Results are summarized below. This confusion matrix indicates the proportion of the N=50 data sets simulated using a given model (rows) were best fit by each of the 8 models (columns), where values in rows sum to 1. Ideally, the diagonal elements should equal 1 and off-diagonal elements should equal 0, meaning that the model that generated the data always fits the data best. Results show that data generated by Model 10—the best fitting model based on LOO model comparisons—was best fit by Model 10 in 98% of simulations. The same was true of Model 9—the second best-fitting model based on LOO model comparisons. There was more difficulty arbitrating between simpler models, especially Models 5, 7 and 8. It is noteworthy that for Models 7 and 8 (which allowed start point to vary based on emotion) we also noted sampling difficulties at other model evaluation steps. This further corroborates our decision to not explore those models further. Together, these results indicate that it was possible to arbitrate between these two best-fitting models, including Model 10–the winning model based on LOO model comparisons.

11 Posterior Predictions

After model comparisons and confusion matrices above, it Model 10 was the best performing model. Before selecting it as our winning model to be used for analyses, we subjected Model 10 to additional posterior predictive checks.

As such, Models 10 was run in cmdstanr with a larger number of samples to use to perform posterior predictive checks (i.e., 36 chains, 2500 warmup, and 2000 post warmup draws, resulting in 72,000 post warmup samples). Using means and SD’s of posteriors for all parameters, we used an estimation-based method to generate predicted RT quantiles and predicted choice proportions for all task conditions, for all diagnostic groups.

11.1 Predicted RT Quantiles (Model 10)

Results show that the predicted RT quantiles (data in pink below) for Model 10 matched the observed data well (data in teal below). This was true for all 3 groups in all conditions (left panel below) and when we marginalized over the emotion condition (right panel below). The exception was cases in which there were a lower number of trials (e.g., indrect/forward/neutral/acc=0). This indicates the model is capable of making accurate predictions about RT Quantiles.

Note: Posterior predicted RT quantiles were similarly accurate when we marginalized over the emotion condition. However, we do not include these below for brevity.

11.2 Predicted Choice % (Model 10)

Results show that the predicted proportion of “yes” responses (data in pink below) for Model 10 matched the observed data well (data in teal below). This was true for all 3 groups in all conditions (left panel below) and when we marginalized over the emotion condition (right panel below). This indicates the model is capable of making accurate predictions about choice proportions.

12 Winning Model Selection

To summarize the previous model evaluation steps: * Both in the full sample and separate diagnostic groups, Model 10 was the winning model based on LOO model comparisons. It fit the data considerably better than the next best-fitting model (Model 9) based on differences in ELPD. * A confusion matrix indicated that it was possible to arbitrate between Model 10 and other models. * Model 10 showed good recovery of group- and subject-level parameters. * Model 10 made accurate posterior predictions of RT quantiles and choice proportions across task conditions and diagnostic groups.

Considering all of the previous model evaluation steps, Model 10 was selected as the winning model. This model allowed all parameters to vary by diagnostic group and also allowed drift rate to vary in response to changes in gaze direction, head orientation, and facial emotion of stimuli. This is a plausible model account of behavior as the drift rate is known to be sensitive to the physical features of stimuli.

13 Final Fit of Winning Model

After selecting Model 10 as our winning model, we ran a “final fit” of this model using a larger number of samples.

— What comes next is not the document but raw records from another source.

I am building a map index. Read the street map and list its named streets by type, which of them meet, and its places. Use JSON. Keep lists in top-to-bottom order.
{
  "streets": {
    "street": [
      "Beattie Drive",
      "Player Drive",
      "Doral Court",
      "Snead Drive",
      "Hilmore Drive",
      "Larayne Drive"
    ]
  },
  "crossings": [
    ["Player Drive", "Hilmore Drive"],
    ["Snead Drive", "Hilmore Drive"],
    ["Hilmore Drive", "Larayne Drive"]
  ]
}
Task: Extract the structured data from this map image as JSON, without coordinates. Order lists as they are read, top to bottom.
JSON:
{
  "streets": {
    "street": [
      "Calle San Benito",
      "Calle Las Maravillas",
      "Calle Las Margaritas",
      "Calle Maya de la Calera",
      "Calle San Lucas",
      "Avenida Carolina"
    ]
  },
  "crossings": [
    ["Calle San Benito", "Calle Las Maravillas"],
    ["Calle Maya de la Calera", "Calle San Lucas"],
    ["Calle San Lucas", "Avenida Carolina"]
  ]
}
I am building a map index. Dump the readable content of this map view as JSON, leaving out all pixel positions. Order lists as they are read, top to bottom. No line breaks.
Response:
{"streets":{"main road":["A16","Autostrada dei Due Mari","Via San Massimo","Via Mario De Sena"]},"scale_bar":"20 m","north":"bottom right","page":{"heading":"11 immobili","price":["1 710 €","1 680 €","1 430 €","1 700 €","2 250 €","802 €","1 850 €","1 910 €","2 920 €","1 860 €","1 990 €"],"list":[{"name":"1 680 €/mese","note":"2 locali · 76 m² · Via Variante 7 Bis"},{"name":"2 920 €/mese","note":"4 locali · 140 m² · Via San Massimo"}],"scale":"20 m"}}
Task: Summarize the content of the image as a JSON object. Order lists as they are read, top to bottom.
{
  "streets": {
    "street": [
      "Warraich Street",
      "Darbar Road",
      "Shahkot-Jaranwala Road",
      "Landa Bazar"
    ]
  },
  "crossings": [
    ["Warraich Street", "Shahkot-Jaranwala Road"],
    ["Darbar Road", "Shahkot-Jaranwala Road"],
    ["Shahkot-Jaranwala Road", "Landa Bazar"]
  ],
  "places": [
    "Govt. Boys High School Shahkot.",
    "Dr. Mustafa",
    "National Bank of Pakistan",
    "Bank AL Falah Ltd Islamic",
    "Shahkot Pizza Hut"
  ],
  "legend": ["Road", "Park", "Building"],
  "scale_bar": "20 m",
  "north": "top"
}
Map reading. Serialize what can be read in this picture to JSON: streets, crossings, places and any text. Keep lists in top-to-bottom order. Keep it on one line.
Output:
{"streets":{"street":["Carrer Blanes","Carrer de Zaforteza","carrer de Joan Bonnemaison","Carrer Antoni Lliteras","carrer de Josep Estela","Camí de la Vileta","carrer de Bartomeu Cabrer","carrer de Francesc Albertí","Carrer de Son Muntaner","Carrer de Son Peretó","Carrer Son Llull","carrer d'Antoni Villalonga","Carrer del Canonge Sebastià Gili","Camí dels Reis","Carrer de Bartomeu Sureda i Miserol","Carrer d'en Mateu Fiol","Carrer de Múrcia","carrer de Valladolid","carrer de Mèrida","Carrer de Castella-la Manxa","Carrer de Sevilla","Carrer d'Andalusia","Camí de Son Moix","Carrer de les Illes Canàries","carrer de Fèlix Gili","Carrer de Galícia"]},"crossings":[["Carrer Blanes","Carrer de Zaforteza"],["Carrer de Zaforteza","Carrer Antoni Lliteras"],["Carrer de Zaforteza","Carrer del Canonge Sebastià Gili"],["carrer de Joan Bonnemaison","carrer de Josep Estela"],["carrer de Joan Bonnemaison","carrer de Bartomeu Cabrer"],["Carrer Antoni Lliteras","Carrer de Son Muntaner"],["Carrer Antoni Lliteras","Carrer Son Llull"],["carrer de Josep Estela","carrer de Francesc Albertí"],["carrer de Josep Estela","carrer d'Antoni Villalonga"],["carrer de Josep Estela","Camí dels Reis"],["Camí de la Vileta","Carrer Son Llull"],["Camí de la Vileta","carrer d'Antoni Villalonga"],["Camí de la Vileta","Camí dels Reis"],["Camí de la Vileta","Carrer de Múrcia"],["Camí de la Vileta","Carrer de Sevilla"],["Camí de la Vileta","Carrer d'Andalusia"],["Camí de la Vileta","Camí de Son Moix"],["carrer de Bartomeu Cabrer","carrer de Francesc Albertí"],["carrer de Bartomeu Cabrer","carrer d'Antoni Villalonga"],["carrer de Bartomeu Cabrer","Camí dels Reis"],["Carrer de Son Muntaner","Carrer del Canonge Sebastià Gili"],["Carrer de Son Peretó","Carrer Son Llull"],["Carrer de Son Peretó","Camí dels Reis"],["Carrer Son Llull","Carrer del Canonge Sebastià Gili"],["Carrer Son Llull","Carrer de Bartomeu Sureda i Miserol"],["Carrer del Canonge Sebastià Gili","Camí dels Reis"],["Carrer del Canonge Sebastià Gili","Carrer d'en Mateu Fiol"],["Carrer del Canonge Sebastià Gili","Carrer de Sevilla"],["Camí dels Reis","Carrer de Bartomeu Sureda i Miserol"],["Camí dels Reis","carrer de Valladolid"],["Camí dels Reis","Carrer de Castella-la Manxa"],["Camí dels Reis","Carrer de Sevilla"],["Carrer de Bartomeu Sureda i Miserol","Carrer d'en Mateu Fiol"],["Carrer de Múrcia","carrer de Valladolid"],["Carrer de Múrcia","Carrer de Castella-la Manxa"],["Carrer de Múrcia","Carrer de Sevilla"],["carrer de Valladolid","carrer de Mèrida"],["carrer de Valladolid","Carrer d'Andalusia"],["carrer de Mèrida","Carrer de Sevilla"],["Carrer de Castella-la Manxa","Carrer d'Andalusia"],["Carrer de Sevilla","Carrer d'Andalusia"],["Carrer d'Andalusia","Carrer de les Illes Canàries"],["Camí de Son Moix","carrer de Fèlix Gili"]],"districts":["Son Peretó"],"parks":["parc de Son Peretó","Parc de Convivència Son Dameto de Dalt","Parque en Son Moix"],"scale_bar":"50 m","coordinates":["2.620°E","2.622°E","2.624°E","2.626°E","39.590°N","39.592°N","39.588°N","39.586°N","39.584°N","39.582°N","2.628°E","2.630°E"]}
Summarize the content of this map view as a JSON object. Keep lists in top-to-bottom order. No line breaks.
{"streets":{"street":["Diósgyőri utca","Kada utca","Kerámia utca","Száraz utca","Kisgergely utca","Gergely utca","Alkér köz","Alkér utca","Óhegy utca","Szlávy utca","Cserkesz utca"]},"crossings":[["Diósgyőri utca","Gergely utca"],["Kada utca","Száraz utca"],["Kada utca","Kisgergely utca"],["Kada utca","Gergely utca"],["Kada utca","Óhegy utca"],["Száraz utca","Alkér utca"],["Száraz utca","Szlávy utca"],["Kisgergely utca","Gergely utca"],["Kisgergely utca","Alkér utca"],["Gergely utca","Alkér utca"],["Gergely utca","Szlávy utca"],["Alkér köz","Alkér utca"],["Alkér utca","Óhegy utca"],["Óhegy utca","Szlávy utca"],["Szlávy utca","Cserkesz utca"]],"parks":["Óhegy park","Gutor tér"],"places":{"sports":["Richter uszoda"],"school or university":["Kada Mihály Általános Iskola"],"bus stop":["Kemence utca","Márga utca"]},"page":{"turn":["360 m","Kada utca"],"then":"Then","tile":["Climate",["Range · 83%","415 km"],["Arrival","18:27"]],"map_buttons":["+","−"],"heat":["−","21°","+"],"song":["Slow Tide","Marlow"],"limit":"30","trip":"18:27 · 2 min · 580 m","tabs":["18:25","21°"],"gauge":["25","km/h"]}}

We did this to achieve an effective sample size (ESS) of >10,000 for all parameters, to ensure parameters we would be interpreting were sufficiently stable. The final fit of Model 10 was run in cmdstanr with 2,500 warm up samples and a total of 216,000 post warm up draws (obtained over 36 chains). Convergence checks are reported below and indicate that chains converged to target distributions.

13.1 Convergence Check (Model 10)

In the final fit of the winning model (Model 10), there were 0 divergent transitions, the ESS was >10,000 for all variables, trace plots were well-mixed, Rhat values were close to 1 (and all >1.1), and autocorrelation was low but a lag of ~30. Together this indicated that posteriors were stable and chains had converged to target distributions.

13.1.1 Rhat/ESS

13.1.2 Trace Plots

13.1.3 Autocorrelation

Note: We originally examined all 36 chains for autocorrelation. But here we randomly select 6 and display those (for brevity)

Analysis Supplement

14 Group/Condition Effects

We examined group and condition effects using group-level posteriors for all parameters. Between group differences were tested in a pairwise manner by subtracting the posterior for given parameter for one group from another. If the 90% highest density interval (HDI) of the posterior difference did not contain zero, then the difference was considered ‘credible’. The same process was followed to evaluate the credibility of task condition effects within groups. This approach was appropriate because the parameterization of the models inherently accounted for the shared group-level variability of within-group effects.

Results presented below and detail group differences in threshold separation, start point, NDT, and drift rate parameters. Because the winning model (Model 10) accounted for within-group condition effects on drift rates–for different gaze, head, and emotion conditions–we also present task condition effects on drift rate below (both in isolation [marginalized across group] and in combination with group effects).

14.1 Threshold Separation, Start Point, NDT (Group Effects)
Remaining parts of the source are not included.